:: Source material

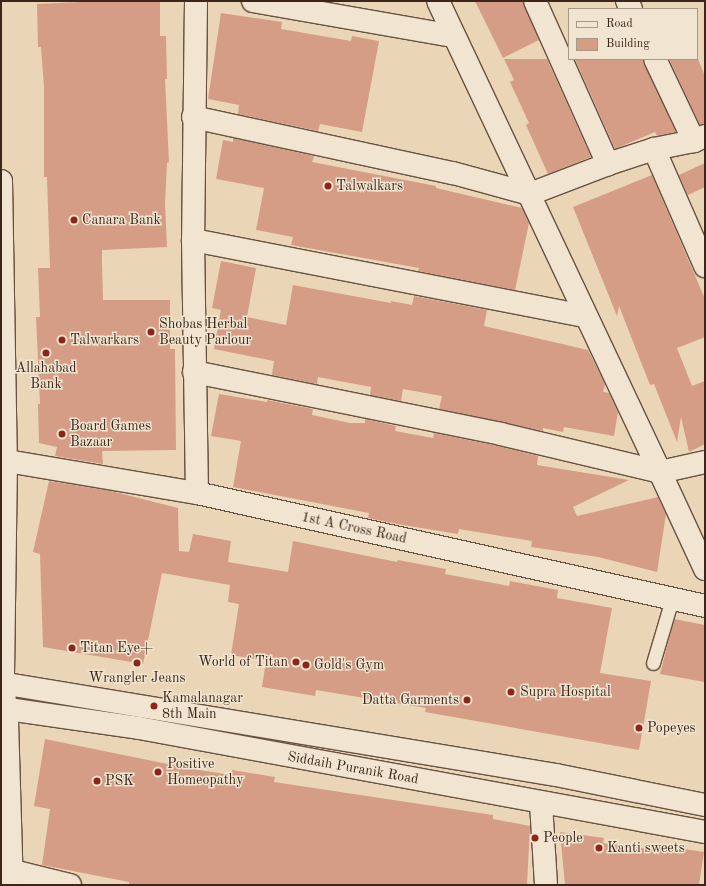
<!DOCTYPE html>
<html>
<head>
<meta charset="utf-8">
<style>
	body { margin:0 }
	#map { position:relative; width:706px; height:886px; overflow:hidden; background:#ead5b6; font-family:"Old Standard TT",serif }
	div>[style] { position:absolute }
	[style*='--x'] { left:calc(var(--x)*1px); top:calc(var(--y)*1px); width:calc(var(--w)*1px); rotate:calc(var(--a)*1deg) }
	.building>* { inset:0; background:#d59d86 }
	.roads { filter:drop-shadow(1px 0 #675240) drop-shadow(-1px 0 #675240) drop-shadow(0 1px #675240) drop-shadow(0 -1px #675240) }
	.service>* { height:13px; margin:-6.5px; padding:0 6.5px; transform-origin:6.5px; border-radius:6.5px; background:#f1e4d0 }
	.minor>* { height:22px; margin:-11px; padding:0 11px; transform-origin:11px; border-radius:11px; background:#f1e4d0 }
	.tertiary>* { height:22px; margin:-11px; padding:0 11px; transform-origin:11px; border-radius:11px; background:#f1e4d0 }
	.secondary>* { height:22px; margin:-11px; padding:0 11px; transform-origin:11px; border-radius:11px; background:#f1e4d0 }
	.dots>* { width:11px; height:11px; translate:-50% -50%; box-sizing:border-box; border:2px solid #f1e4d0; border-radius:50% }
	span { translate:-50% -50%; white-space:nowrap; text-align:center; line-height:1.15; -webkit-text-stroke:3px #f1e4d0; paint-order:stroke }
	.poi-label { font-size:14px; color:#3b2619 }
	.left { translate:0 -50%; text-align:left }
	.right { translate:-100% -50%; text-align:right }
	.street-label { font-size:14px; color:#3b2619 }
	.frame { position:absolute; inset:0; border:2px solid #3b2619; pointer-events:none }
	.legend { position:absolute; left:568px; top:8px; width:130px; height:52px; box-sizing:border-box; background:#f1e4d0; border:1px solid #a89887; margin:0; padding:5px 7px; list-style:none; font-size:12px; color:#3b2619 }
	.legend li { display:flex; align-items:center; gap:8px; height:20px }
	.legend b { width:20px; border:1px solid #a89887 }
</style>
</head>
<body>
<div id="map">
	<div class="building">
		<div style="clip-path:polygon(104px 1px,160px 1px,160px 36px,166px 36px,167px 79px,165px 79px,169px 162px,167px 163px,165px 204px,167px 247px,102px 250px,102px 262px,103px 300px,170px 300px,170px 349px,175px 349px,176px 450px,102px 451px,103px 464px,55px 456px,57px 447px,39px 443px,38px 404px,40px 404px,36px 317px,40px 317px,38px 268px,50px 268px,47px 177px,44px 177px,44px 87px,41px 47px,38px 47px,37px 4px)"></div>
		<div style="clip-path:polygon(475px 1px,523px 1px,539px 40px,503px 58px)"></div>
		<div style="clip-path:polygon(221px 13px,282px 22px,281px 29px,351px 41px,352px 36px,379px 41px,362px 132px,320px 124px,318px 131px,238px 114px,239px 105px,208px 99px)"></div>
		<div style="clip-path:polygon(504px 59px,547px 59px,591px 157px,548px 174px,526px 125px,529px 123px,510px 82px,514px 80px)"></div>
		<div style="clip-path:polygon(575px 59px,643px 59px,676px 132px,657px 136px,655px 132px,615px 149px)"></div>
		<div style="clip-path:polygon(669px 59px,698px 59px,705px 76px,705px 124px,700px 125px)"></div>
		<div style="clip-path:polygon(233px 138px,314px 156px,312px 162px,436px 186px,436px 188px,522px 208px,529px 223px,515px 290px,418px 271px,419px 268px,291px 245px,293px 237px,256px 230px,264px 188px,216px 179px,223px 140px,233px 142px)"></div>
		<div style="clip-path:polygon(705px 163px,705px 187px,688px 195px,679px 175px)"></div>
		<div style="clip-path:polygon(652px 175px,705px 299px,705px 337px,677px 348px,692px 386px,705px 381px,705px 444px,689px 452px,681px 417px,677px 442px,654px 384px,650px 385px,619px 306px,617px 316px,573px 207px)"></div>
		<div style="clip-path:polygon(221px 261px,256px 268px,247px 317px,286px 325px,293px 285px,391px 303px,391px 301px,412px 305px,414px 296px,487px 310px,484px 326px,588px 350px,605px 384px,603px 392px,609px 393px,618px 412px,614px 436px,564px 427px,563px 432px,543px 428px,543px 431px,439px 409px,442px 396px,403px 389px,401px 401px,370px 395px,371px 387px,318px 377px,317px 384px,272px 375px,274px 361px,214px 349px,221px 310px,212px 308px)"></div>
		<div style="clip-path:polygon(219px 394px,267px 402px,267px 400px,313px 409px,312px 415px,350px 423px,365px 423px,365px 419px,396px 426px,395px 431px,433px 438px,434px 433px,498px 446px,538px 456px,537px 465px,629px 480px,573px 507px,577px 516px,658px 497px,666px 514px,657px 572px,598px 557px,531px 547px,532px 541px,459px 529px,458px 534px,397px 524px,368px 518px,369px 513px,233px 487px,241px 441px,211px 436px)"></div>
		<div style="clip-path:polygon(49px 481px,111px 491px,178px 508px,179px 551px,189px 552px,193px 534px,231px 541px,228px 562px,288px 572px,293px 541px,397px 562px,398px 560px,446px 569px,445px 574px,509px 586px,510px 581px,558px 590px,557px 598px,612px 608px,600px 673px,651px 681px,639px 750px,425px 712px,426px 708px,316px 690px,315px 696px,262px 687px,266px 661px,231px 655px,239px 604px,228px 602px,230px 585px,162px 573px,143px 664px,43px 647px,40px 554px,33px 552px)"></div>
		<div style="clip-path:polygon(674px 619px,705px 625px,705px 682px,660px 674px)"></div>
		<div style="clip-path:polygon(45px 739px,187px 768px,231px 775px,232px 770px,275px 777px,274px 782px,493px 815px,493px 819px,530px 826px,527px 885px,129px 885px,129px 882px,42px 865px,50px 809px,34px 806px)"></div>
		<div style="clip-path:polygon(560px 832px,604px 838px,603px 843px,656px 850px,657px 845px,704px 852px,699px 885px,565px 885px)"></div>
	</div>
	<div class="roads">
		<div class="service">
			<div style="--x:653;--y:663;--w:67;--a:-73.5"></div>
		</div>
		<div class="minor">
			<div style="--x:196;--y:1;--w:239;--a:90.7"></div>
			<div style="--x:193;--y:240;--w:253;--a:89.1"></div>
			<div style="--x:253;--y:1;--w:203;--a:9.9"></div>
			<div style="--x:438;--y:1;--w:521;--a:64.76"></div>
			<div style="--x:535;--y:1;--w:179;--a:65.9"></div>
			<div style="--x:627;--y:1;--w:9;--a:63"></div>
			<div style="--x:655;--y:59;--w:91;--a:64.6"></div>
			<div style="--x:193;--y:117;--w:266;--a:12.2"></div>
			<div style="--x:453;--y:173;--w:80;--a:15.3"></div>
			<div style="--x:530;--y:194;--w:84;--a:-21"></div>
			<div style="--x:608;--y:164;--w:48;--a:-18.1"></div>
			<div style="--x:654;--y:149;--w:41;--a:-11.3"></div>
			<div style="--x:694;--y:141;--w:12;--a:-24"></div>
			<div style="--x:654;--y:149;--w:128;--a:66.4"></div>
			<div style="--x:193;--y:240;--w:398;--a:11"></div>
			<div style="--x:194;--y:372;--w:313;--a:11.4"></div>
			<div style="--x:501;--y:434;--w:163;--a:13.4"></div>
			<div style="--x:1;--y:460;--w:199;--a:9.6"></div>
			<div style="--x:197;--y:493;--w:520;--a:12.54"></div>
			<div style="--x:705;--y:462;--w:46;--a:167.5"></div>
			<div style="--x:660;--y:472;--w:107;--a:65.1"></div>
			<div style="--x:541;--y:803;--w:82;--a:86.5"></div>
			<div style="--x:1;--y:868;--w:71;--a:13.8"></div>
		</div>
		<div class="tertiary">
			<div style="--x:1;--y:181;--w:280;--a:89"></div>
			<div style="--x:6;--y:461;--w:222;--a:90.8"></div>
			<div style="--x:3;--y:683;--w:37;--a:84"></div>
			<div style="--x:7;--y:720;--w:165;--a:88.3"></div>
		</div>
		<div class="secondary">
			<div style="--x:1;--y:683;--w:563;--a:9.41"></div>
			<div style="--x:556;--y:775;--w:152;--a:11.4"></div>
			<div style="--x:1;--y:708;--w:139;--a:8.2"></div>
			<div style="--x:139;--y:728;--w:575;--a:10.41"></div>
		</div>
	</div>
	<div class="dots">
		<div style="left:328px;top:186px;background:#8f2418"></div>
		<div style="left:74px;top:220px;background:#8f2418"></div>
		<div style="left:151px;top:332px;background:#8f2418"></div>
		<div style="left:62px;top:340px;background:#8f2418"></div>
		<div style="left:46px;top:353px;background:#8f2418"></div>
		<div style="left:62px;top:434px;background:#8f2418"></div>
		<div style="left:72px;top:648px;background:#8f2418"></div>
		<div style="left:296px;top:662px;background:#8f2418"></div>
		<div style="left:137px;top:663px;background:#8f2418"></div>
		<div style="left:306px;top:665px;background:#8f2418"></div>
		<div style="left:511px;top:692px;background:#8f2418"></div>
		<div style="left:467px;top:700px;background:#8f2418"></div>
		<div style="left:154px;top:706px;background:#8f2418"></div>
		<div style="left:639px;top:728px;background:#8f2418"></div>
		<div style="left:158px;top:772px;background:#8f2418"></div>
		<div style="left:97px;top:781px;background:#8f2418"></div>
		<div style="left:535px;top:838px;background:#8f2418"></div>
		<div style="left:599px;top:848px;background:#8f2418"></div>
	</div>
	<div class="poi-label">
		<span class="left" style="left:336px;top:186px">Talwalkars</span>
		<span class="left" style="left:82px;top:220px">Canara Bank</span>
		<span class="left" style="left:159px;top:332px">Shobas Herbal<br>Beauty Parlour</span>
		<span class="left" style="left:70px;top:340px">Talwarkars</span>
		<span style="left:46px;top:376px">Allahabad<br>Bank</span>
		<span class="left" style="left:70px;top:434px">Board Games<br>Bazaar</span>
		<span class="left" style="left:80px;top:648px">Titan Eye+</span>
		<span class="right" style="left:288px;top:662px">World of Titan</span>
		<span class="left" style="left:314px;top:665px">Gold's Gym</span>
		<span style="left:137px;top:678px">Wrangler Jeans</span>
		<span class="left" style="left:520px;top:692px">Supra Hospital</span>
		<span class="left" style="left:162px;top:706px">Kamalanagar<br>8th Main</span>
		<span class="right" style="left:459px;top:700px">Datta Garments</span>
		<span class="left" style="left:647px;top:728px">Popeyes</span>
		<span class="left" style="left:167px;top:772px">Positive<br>Homeopathy</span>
		<span class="left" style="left:105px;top:781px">PSK</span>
		<span class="left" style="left:543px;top:838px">People</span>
		<span class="left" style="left:607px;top:848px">Kanti sweets</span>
	</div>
	<div class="street-label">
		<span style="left:354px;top:528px;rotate:12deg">1st A Cross Road</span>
		<span style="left:353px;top:768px;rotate:10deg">Siddaih Puranik Road</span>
	</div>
	<div class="frame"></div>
	<ul class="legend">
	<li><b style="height:5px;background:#f1e4d0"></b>Road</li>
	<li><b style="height:11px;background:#d59d86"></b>Building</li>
	</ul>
</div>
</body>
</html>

::::

→ What to do
All lines above that include the word "service" should be located and copied.

→ Solution to the problem
	.service>* { height:13px; margin:-6.5px; padding:0 6.5px; transform-origin:6.5px; border-radius:6.5px; background:#f1e4d0 }
		<div class="service">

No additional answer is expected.